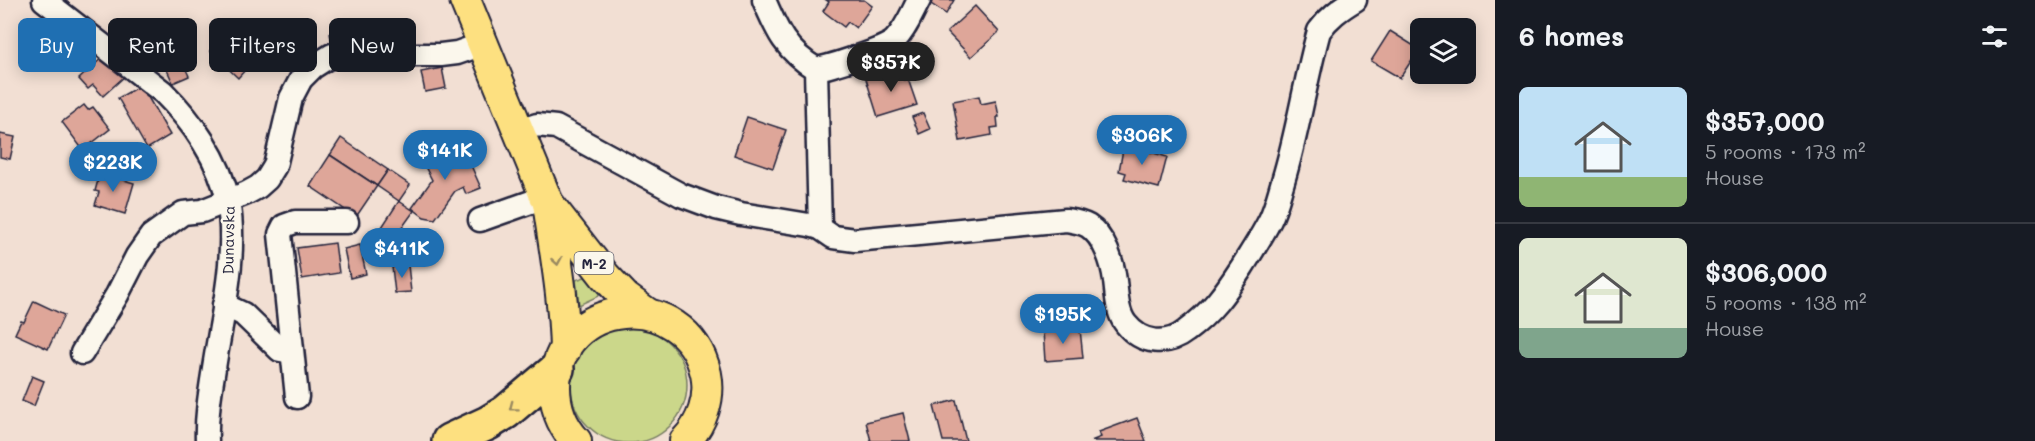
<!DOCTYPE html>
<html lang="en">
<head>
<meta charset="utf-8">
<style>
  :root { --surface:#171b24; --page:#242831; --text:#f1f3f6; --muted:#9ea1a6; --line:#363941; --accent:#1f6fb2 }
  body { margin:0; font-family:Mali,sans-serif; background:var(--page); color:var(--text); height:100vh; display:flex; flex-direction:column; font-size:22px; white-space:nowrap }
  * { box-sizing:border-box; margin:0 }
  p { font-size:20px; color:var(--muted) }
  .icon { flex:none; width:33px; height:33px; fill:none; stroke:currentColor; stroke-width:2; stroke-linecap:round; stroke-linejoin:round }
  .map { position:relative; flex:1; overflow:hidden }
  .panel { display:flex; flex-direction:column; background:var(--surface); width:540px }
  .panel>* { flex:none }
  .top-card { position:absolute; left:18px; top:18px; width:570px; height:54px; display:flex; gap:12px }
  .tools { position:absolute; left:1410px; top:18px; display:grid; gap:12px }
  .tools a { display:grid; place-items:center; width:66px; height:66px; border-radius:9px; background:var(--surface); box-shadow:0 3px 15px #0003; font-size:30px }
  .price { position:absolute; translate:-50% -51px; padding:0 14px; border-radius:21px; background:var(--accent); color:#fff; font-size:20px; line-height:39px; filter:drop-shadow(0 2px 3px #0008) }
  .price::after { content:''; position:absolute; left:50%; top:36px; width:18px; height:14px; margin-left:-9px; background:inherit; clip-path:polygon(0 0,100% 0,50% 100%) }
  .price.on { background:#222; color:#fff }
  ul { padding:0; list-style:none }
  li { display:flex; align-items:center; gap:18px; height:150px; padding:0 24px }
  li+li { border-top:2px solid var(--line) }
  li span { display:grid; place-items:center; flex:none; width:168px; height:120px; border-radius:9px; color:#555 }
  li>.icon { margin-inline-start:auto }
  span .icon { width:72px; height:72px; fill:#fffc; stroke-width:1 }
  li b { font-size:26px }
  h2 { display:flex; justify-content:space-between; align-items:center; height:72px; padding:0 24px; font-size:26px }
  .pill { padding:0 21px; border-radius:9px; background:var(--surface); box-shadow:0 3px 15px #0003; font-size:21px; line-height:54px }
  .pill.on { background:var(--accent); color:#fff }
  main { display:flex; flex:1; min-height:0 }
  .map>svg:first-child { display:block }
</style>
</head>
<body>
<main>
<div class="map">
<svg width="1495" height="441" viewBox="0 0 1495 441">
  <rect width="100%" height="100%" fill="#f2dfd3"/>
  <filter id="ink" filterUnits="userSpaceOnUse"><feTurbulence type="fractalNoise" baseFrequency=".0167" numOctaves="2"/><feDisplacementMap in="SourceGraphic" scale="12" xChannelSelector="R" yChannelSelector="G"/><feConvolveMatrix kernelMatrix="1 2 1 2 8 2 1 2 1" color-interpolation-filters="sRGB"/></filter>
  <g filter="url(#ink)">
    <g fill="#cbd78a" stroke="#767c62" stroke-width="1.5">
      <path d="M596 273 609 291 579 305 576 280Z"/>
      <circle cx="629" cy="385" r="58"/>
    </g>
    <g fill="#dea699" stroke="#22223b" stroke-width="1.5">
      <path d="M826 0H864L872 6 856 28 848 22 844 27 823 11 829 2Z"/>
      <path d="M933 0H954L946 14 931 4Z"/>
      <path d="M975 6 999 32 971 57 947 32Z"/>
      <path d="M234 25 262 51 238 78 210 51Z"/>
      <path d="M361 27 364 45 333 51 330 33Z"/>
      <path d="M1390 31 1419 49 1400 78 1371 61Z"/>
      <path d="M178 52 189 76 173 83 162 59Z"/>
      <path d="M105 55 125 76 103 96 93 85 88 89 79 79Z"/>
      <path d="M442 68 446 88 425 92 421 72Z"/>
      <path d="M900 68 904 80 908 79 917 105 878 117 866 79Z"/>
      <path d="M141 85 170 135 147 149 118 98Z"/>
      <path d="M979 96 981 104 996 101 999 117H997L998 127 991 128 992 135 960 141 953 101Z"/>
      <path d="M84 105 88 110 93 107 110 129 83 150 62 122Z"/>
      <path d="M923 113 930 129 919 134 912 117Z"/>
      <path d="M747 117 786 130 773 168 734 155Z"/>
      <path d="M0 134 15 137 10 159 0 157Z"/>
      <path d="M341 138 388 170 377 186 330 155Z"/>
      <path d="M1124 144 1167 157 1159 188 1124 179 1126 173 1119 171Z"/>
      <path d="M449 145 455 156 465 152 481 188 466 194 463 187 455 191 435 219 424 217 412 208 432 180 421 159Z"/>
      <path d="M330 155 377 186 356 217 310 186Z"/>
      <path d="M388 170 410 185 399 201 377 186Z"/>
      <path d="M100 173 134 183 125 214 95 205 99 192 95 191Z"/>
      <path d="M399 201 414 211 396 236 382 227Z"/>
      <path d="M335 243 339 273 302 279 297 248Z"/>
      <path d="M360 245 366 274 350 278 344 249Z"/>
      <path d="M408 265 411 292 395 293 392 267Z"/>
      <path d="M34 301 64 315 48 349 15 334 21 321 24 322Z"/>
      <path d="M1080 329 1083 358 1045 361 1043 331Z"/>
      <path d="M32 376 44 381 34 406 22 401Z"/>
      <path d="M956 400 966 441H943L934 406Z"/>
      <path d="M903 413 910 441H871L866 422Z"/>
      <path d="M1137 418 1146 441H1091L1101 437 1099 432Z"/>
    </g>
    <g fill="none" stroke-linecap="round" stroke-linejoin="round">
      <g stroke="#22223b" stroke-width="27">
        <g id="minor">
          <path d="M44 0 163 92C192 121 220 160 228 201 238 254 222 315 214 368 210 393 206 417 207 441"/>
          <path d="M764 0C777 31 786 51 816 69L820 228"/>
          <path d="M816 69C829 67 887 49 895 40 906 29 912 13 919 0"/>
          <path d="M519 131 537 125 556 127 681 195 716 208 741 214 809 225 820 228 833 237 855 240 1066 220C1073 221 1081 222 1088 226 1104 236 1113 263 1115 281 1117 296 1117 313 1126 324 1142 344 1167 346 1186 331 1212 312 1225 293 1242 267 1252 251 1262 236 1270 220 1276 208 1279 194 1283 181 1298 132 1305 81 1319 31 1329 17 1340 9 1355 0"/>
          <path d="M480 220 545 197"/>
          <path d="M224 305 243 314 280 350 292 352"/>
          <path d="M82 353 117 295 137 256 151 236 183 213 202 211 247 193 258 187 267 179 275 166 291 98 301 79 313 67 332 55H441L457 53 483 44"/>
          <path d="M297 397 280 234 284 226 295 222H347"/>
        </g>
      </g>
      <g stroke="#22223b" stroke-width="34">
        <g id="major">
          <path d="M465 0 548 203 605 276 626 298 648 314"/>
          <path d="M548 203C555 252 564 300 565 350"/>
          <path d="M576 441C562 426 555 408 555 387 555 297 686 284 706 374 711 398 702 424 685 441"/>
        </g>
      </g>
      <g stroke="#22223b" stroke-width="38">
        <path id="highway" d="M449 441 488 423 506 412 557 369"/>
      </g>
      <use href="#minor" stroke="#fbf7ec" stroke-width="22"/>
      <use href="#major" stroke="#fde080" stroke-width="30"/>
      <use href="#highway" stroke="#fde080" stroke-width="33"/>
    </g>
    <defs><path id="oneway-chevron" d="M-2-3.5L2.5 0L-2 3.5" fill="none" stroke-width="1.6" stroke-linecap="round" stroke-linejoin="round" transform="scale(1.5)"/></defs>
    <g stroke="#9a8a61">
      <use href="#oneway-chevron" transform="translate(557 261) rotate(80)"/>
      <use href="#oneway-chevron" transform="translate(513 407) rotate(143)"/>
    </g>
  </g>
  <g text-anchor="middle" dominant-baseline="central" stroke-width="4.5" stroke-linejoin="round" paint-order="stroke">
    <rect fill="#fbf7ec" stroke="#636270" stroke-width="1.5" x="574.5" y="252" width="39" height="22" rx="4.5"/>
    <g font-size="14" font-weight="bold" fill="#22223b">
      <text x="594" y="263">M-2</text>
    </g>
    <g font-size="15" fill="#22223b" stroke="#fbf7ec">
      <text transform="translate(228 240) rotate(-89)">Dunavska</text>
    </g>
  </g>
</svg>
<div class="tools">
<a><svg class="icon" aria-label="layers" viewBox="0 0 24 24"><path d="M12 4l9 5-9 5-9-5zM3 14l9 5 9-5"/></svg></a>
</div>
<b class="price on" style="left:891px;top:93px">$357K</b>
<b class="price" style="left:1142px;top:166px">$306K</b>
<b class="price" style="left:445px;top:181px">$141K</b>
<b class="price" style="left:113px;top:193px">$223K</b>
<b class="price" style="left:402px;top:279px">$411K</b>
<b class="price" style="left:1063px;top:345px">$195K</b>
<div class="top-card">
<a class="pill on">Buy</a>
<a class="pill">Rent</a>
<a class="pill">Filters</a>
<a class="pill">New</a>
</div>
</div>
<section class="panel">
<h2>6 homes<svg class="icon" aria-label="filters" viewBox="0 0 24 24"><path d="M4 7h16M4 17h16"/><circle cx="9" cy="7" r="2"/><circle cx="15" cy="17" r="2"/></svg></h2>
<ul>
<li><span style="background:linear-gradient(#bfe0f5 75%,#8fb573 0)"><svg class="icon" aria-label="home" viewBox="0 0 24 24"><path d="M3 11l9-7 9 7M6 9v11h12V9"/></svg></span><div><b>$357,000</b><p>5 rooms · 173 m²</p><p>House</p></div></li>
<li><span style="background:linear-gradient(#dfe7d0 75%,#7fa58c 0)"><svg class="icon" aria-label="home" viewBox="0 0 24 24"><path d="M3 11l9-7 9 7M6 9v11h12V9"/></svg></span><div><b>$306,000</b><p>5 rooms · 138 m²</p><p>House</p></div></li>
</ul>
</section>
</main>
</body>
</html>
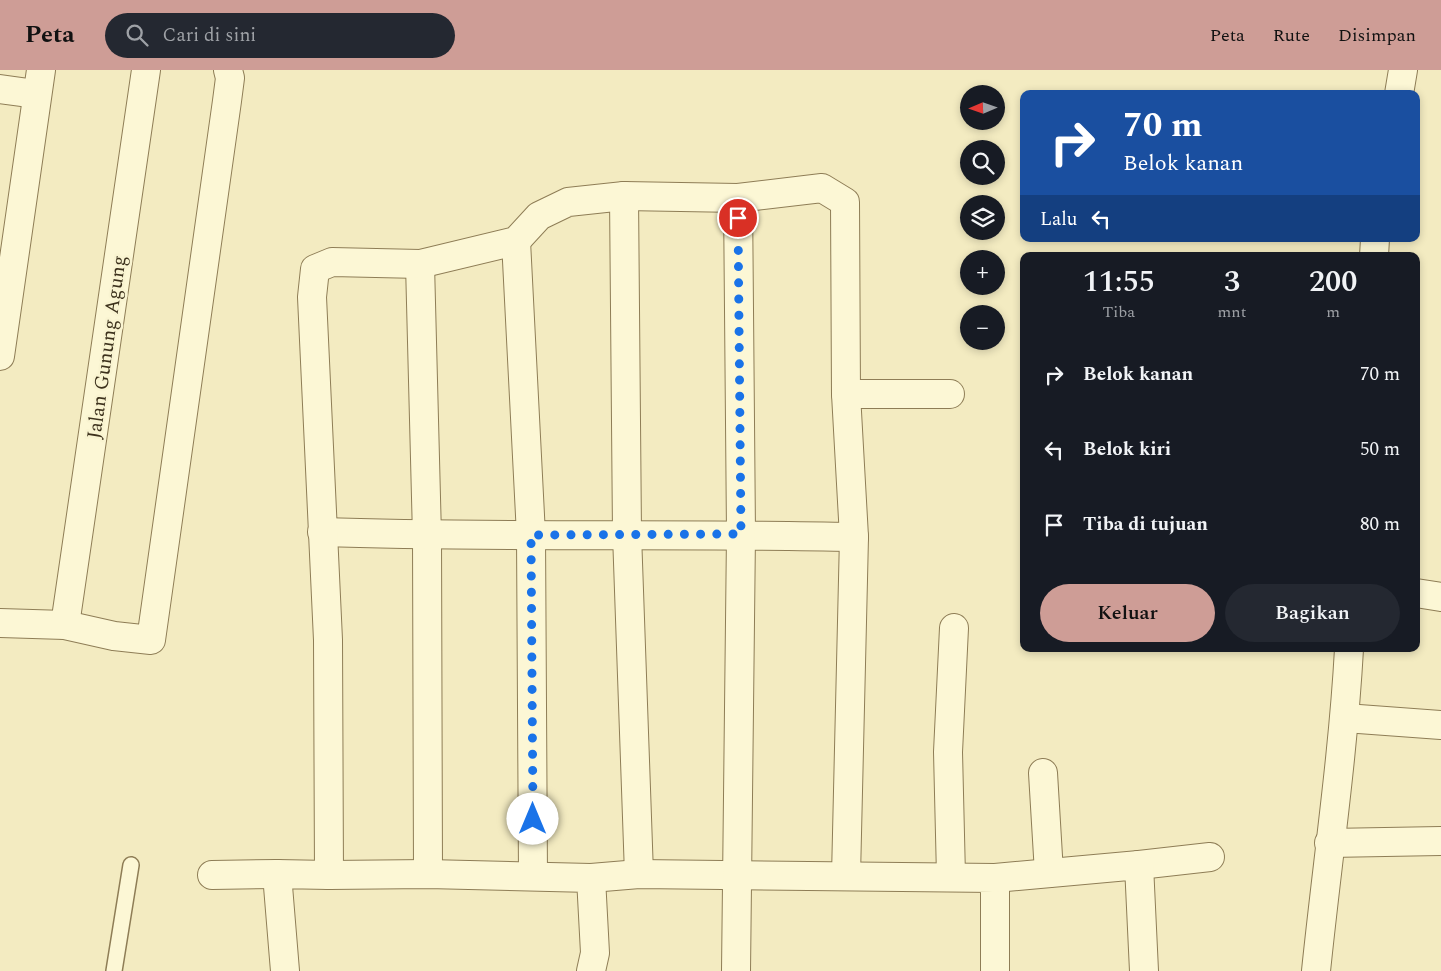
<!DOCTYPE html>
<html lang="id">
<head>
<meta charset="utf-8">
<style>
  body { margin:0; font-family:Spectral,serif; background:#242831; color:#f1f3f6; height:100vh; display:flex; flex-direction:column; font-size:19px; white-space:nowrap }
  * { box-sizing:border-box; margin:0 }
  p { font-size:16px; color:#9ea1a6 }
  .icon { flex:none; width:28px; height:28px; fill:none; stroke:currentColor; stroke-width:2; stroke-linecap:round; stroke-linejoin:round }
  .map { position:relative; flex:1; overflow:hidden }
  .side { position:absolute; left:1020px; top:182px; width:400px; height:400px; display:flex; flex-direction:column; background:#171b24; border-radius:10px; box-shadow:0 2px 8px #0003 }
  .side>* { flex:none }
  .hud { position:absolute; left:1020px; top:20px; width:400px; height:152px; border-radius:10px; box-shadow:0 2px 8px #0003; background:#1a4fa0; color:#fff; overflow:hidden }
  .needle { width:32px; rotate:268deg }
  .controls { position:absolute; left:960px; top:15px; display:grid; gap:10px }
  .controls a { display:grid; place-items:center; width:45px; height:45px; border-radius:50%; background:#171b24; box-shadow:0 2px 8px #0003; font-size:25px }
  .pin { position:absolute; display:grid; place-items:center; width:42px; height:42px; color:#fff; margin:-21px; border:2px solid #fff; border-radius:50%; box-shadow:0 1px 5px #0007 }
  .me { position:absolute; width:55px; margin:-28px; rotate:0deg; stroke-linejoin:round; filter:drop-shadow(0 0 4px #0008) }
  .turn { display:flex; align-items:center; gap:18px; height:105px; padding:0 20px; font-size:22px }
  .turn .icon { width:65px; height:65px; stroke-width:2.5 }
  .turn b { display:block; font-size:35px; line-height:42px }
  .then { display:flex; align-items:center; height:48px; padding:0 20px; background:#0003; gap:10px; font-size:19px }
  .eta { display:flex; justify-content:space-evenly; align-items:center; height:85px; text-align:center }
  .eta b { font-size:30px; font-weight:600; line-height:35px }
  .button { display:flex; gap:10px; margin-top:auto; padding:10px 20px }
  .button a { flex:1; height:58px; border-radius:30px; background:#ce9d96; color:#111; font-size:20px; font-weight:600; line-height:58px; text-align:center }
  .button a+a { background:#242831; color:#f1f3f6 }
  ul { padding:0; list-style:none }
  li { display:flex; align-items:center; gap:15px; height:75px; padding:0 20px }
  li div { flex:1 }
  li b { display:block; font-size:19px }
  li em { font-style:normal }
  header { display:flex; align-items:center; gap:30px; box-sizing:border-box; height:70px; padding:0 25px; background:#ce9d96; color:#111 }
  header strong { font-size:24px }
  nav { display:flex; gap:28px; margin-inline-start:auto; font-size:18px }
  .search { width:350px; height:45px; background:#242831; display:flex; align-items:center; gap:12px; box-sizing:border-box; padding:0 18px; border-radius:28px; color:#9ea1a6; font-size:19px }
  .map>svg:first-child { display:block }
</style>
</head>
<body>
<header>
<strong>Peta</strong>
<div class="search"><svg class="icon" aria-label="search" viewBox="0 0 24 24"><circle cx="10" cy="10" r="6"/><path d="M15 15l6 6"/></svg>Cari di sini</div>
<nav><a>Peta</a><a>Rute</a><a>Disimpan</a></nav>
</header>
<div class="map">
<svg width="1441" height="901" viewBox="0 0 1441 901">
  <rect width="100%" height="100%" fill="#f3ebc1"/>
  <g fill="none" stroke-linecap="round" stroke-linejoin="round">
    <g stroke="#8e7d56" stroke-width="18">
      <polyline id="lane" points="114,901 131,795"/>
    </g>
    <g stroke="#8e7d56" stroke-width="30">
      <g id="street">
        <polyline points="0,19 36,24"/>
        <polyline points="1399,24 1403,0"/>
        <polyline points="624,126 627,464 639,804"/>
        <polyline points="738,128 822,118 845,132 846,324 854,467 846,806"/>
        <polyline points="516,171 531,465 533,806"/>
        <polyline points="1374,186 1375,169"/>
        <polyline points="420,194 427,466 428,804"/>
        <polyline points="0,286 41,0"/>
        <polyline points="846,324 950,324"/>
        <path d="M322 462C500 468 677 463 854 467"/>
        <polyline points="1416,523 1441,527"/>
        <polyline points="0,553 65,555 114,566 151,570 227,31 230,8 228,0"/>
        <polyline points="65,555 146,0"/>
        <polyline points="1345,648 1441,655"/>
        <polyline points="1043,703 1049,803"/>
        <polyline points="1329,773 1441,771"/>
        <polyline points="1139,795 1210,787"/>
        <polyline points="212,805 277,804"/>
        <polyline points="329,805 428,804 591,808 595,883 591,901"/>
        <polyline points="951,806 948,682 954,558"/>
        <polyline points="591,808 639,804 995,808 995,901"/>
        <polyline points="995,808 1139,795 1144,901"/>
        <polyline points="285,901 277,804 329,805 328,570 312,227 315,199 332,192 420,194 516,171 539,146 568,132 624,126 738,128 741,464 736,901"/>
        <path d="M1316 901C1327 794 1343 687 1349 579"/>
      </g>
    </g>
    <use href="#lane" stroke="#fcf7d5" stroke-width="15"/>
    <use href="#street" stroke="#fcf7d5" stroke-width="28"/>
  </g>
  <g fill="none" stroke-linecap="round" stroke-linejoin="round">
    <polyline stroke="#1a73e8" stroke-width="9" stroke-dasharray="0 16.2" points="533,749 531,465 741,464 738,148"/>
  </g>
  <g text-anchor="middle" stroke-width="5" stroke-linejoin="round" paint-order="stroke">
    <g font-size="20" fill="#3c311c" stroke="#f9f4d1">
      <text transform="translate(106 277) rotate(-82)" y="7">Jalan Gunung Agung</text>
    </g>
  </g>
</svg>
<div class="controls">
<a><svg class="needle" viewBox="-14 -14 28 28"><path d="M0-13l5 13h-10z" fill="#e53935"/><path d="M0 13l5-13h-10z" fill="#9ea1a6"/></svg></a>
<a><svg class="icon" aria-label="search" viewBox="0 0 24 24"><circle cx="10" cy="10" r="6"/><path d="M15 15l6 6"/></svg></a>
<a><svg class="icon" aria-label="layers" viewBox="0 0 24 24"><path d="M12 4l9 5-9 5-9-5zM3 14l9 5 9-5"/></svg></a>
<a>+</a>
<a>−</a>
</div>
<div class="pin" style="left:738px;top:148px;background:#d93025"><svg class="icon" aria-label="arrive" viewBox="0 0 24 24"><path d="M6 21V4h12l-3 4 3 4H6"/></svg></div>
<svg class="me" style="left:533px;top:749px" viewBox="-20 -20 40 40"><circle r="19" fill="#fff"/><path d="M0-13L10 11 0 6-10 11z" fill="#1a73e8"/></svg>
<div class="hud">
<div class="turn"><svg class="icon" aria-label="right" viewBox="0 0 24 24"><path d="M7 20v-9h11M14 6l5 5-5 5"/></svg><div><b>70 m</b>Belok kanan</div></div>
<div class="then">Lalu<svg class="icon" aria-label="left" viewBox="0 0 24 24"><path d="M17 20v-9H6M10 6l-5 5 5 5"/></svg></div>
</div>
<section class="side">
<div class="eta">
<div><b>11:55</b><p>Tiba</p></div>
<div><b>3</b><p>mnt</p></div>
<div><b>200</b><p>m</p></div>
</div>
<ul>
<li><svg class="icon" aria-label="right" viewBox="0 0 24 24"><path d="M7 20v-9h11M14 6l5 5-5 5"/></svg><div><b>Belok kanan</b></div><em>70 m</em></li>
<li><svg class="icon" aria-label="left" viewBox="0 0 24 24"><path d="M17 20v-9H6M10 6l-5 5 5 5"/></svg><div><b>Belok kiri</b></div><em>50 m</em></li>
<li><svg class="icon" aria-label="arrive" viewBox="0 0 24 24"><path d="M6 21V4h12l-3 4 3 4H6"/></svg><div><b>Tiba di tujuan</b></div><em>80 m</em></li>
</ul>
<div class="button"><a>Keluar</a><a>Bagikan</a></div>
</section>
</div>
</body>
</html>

** WHAT YOU SHOULD DO **
What is wanted is the number of lines holding "controls" in the entries. Nothing else should be given.

** YOUR SOLUTION **
3